Une nouvelle étude canadienne met en lumière que les complications graves liées à la grossesse ne se limitent pas à la période de l'accouchement. Ces risques peuvent survenir bien avant et, de manière significative, après la naissance, nécessitant une surveillance post-partum accrue pour la sécurité des mères.
Points Clés de l'Étude
- Plus de 40% des complications maternelles graves ne sont pas détectées par le suivi traditionnel axé uniquement sur l'accouchement.
- Les complications surviennent à tous les stades : avant, pendant et jusqu'à six semaines après la naissance.

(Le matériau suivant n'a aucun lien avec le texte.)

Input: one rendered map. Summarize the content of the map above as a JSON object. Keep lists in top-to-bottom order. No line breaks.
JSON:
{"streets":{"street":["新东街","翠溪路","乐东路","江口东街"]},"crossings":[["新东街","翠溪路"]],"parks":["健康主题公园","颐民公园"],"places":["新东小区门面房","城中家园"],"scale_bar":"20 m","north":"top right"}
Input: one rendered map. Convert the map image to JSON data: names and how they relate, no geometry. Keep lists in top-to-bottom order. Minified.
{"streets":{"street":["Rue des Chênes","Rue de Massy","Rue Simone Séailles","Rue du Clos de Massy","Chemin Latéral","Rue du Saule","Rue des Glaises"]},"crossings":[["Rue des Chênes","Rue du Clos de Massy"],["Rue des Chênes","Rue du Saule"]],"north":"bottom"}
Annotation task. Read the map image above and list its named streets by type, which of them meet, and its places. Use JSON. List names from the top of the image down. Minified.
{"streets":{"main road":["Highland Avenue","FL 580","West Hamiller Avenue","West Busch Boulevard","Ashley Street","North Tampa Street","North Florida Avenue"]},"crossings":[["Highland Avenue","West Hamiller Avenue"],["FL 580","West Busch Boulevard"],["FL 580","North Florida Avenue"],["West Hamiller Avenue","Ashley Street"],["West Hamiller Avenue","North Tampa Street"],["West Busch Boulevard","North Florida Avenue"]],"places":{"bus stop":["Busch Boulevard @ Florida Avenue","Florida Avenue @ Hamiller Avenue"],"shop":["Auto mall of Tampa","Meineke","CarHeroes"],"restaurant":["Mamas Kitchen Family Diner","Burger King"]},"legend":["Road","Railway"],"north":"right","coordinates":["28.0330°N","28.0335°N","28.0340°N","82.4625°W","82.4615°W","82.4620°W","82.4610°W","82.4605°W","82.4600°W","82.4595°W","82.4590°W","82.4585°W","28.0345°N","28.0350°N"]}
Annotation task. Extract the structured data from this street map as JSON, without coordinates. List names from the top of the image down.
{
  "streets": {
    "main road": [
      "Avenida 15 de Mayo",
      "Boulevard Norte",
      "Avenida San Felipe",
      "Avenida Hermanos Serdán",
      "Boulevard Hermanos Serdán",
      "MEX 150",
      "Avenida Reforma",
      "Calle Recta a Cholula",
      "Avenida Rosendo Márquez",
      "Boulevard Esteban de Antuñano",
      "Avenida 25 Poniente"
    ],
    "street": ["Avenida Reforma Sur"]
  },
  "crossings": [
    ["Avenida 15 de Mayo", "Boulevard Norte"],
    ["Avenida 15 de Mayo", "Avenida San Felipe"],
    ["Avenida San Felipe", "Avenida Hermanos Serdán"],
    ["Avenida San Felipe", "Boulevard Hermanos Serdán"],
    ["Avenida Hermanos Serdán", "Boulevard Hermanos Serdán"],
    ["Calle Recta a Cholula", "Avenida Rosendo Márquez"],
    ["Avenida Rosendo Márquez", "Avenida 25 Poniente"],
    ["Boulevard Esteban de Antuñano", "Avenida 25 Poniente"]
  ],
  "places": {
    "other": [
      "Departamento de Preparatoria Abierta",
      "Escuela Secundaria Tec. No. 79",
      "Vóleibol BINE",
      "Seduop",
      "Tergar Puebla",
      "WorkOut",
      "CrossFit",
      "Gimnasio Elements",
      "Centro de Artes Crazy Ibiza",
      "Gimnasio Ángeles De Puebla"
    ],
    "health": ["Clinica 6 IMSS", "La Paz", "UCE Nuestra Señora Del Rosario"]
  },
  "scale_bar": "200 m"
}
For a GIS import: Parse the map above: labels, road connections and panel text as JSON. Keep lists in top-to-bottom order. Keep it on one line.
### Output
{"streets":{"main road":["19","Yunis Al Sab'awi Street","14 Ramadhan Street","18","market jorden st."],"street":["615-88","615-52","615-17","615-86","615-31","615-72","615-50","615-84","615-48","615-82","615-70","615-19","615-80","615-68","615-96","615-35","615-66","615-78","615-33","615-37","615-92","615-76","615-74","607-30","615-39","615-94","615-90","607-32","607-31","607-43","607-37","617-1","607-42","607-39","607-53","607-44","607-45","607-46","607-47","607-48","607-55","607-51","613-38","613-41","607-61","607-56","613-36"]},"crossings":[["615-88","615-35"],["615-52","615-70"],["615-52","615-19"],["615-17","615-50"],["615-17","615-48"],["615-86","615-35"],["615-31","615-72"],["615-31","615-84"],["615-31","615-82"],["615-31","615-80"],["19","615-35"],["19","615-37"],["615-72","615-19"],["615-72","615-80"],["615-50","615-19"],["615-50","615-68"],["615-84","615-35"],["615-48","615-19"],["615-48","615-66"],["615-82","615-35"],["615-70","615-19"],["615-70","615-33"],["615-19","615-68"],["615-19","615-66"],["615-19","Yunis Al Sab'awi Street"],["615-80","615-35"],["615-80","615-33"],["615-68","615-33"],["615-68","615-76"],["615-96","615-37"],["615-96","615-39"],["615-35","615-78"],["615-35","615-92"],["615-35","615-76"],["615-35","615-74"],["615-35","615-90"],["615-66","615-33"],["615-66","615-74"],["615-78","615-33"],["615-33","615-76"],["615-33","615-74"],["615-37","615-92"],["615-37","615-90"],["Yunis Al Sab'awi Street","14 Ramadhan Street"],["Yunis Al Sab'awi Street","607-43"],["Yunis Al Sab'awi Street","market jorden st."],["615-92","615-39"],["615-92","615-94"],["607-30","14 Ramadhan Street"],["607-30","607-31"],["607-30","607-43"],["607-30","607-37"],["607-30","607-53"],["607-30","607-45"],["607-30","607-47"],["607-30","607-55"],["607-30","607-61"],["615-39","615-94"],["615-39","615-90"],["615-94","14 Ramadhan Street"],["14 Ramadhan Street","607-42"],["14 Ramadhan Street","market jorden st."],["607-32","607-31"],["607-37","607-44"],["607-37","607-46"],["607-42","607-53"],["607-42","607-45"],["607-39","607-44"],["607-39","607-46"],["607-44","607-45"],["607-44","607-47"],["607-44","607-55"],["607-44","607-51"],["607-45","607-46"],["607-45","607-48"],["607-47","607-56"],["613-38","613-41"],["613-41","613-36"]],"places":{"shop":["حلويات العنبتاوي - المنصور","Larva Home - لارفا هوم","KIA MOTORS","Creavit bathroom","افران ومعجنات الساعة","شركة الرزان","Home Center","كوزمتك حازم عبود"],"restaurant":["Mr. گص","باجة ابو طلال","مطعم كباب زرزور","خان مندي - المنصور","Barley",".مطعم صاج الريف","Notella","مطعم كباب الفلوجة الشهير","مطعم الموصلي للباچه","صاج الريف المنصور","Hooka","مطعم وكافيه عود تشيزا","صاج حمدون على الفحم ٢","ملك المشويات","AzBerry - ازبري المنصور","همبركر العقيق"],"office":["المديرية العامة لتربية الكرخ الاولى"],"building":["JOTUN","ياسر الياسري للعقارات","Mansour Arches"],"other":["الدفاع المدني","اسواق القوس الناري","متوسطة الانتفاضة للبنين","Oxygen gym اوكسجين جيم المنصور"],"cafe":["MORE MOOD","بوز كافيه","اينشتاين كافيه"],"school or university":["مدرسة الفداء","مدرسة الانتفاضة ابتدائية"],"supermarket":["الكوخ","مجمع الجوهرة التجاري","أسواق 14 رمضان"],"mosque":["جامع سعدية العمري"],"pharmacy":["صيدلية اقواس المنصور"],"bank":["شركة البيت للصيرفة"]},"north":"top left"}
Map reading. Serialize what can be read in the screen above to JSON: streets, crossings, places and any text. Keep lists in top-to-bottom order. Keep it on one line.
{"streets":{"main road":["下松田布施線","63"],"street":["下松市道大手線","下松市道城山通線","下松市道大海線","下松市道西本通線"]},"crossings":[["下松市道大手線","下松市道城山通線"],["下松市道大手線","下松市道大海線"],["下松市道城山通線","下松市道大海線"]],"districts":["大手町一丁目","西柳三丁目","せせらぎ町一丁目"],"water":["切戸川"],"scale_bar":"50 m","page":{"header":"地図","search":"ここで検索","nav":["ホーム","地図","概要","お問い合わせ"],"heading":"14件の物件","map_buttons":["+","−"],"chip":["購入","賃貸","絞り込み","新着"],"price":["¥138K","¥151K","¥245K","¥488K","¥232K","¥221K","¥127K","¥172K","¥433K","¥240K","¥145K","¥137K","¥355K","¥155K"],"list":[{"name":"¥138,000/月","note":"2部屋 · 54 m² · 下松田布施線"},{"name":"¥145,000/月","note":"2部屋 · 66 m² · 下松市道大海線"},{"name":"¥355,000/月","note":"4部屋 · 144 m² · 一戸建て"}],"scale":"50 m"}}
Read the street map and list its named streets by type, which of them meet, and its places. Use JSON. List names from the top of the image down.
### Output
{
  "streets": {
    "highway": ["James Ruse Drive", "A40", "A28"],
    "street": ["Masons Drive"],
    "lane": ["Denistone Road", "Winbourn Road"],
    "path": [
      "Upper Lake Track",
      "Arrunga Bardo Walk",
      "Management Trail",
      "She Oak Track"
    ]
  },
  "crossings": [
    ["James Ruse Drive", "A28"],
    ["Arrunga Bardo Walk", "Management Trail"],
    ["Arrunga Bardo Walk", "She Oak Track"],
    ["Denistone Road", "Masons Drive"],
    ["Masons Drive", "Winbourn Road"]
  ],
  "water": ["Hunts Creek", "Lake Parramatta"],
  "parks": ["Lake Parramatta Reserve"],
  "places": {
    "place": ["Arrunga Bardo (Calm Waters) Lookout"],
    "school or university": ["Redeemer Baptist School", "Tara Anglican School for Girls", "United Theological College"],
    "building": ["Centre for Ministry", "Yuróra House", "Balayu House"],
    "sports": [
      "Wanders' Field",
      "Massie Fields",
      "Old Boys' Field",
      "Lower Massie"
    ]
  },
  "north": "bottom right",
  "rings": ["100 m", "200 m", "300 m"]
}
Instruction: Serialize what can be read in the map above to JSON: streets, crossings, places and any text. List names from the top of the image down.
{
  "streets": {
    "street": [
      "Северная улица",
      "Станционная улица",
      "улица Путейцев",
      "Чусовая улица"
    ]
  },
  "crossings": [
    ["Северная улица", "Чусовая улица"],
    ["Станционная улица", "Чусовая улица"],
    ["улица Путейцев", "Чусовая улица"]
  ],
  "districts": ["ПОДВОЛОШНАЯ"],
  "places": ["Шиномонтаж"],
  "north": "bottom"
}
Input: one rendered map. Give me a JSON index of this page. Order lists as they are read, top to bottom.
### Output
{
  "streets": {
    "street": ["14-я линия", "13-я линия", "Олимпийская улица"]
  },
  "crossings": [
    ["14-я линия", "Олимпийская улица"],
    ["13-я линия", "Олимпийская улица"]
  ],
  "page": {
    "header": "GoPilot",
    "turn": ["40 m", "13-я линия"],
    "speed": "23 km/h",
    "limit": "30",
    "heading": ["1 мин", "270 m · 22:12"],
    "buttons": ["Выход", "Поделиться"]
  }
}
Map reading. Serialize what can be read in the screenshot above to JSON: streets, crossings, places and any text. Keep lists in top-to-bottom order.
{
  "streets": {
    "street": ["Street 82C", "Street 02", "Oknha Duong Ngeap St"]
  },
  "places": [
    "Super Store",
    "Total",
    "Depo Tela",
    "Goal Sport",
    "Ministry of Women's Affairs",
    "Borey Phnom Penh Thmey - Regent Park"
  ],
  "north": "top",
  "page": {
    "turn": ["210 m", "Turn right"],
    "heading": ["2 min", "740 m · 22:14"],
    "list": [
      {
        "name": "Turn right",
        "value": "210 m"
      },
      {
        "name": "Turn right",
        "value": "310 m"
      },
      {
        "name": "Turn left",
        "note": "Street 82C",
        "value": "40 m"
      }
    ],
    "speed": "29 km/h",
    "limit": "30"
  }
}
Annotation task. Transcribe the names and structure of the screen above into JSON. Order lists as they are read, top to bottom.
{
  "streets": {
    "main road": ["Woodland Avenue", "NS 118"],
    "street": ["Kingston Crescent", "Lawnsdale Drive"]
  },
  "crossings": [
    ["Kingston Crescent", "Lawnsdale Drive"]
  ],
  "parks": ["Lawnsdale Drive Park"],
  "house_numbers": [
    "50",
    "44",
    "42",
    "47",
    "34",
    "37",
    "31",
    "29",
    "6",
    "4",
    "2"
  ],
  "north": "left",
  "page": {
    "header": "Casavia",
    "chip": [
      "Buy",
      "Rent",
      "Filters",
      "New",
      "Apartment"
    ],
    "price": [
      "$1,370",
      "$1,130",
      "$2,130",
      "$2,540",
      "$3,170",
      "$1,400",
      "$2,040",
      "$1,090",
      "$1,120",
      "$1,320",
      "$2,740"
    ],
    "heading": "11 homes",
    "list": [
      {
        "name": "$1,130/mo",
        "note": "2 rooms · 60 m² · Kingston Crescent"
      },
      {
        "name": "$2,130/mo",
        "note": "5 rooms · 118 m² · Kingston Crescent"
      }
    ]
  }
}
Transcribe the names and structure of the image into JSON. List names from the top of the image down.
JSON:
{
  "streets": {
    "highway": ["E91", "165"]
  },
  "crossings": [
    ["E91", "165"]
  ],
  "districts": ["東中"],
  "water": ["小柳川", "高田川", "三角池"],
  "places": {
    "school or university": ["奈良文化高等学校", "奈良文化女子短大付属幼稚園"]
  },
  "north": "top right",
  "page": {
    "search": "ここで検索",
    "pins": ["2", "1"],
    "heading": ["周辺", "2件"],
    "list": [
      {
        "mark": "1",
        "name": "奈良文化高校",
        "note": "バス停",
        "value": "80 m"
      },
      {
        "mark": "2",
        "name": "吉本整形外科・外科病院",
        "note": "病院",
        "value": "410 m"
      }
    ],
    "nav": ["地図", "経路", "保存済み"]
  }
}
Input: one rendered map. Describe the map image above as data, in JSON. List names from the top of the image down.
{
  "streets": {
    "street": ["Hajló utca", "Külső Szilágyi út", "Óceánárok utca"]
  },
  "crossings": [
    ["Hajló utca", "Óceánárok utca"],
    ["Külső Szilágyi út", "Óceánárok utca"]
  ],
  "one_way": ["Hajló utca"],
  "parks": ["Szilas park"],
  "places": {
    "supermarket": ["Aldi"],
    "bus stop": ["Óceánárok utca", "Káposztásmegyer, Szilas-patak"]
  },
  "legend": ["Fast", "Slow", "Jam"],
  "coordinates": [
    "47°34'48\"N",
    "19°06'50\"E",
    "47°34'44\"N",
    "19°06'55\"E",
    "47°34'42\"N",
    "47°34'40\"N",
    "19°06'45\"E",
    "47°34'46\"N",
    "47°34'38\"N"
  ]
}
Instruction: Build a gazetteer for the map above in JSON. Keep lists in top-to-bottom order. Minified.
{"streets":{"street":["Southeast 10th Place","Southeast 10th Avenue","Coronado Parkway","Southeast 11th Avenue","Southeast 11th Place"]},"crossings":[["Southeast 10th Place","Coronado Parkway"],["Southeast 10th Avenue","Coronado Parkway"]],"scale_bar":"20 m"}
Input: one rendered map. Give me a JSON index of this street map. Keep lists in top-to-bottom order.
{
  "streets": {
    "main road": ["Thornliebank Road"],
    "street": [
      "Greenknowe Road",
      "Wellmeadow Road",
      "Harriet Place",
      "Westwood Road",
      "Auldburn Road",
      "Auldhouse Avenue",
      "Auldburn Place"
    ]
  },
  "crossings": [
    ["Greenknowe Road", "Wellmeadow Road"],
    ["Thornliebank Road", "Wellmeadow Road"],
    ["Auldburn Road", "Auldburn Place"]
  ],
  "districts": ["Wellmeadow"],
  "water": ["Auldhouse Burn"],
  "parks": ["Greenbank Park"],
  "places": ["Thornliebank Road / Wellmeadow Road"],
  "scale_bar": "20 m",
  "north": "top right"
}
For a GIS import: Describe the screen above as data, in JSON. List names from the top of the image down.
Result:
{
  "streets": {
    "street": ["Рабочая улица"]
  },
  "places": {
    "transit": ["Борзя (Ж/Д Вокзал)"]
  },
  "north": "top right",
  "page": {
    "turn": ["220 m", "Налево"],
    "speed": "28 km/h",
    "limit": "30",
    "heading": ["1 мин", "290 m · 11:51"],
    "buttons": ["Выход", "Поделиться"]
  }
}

- Une approche de surveillance globale et systémique est nécessaire pour améliorer la sécurité maternelle.
Une Réalité Sous-Estimée
L'expression "morbidité maternelle grave" englobe les conséquences sévères des grossesses, allant du décès à un handicap à long terme. Une étude publiée dans le Canada Medical Association Journal a analysé les données de plus d'un million d'accouchements en Ontario, entre 2012 et 2021. Les résultats indiquent que la fréquence de ces complications est plus élevée qu'on ne le pensait, et qu'une part importante d'entre elles se manifeste pour la première fois aux urgences, et non dans les services d'obstétrique.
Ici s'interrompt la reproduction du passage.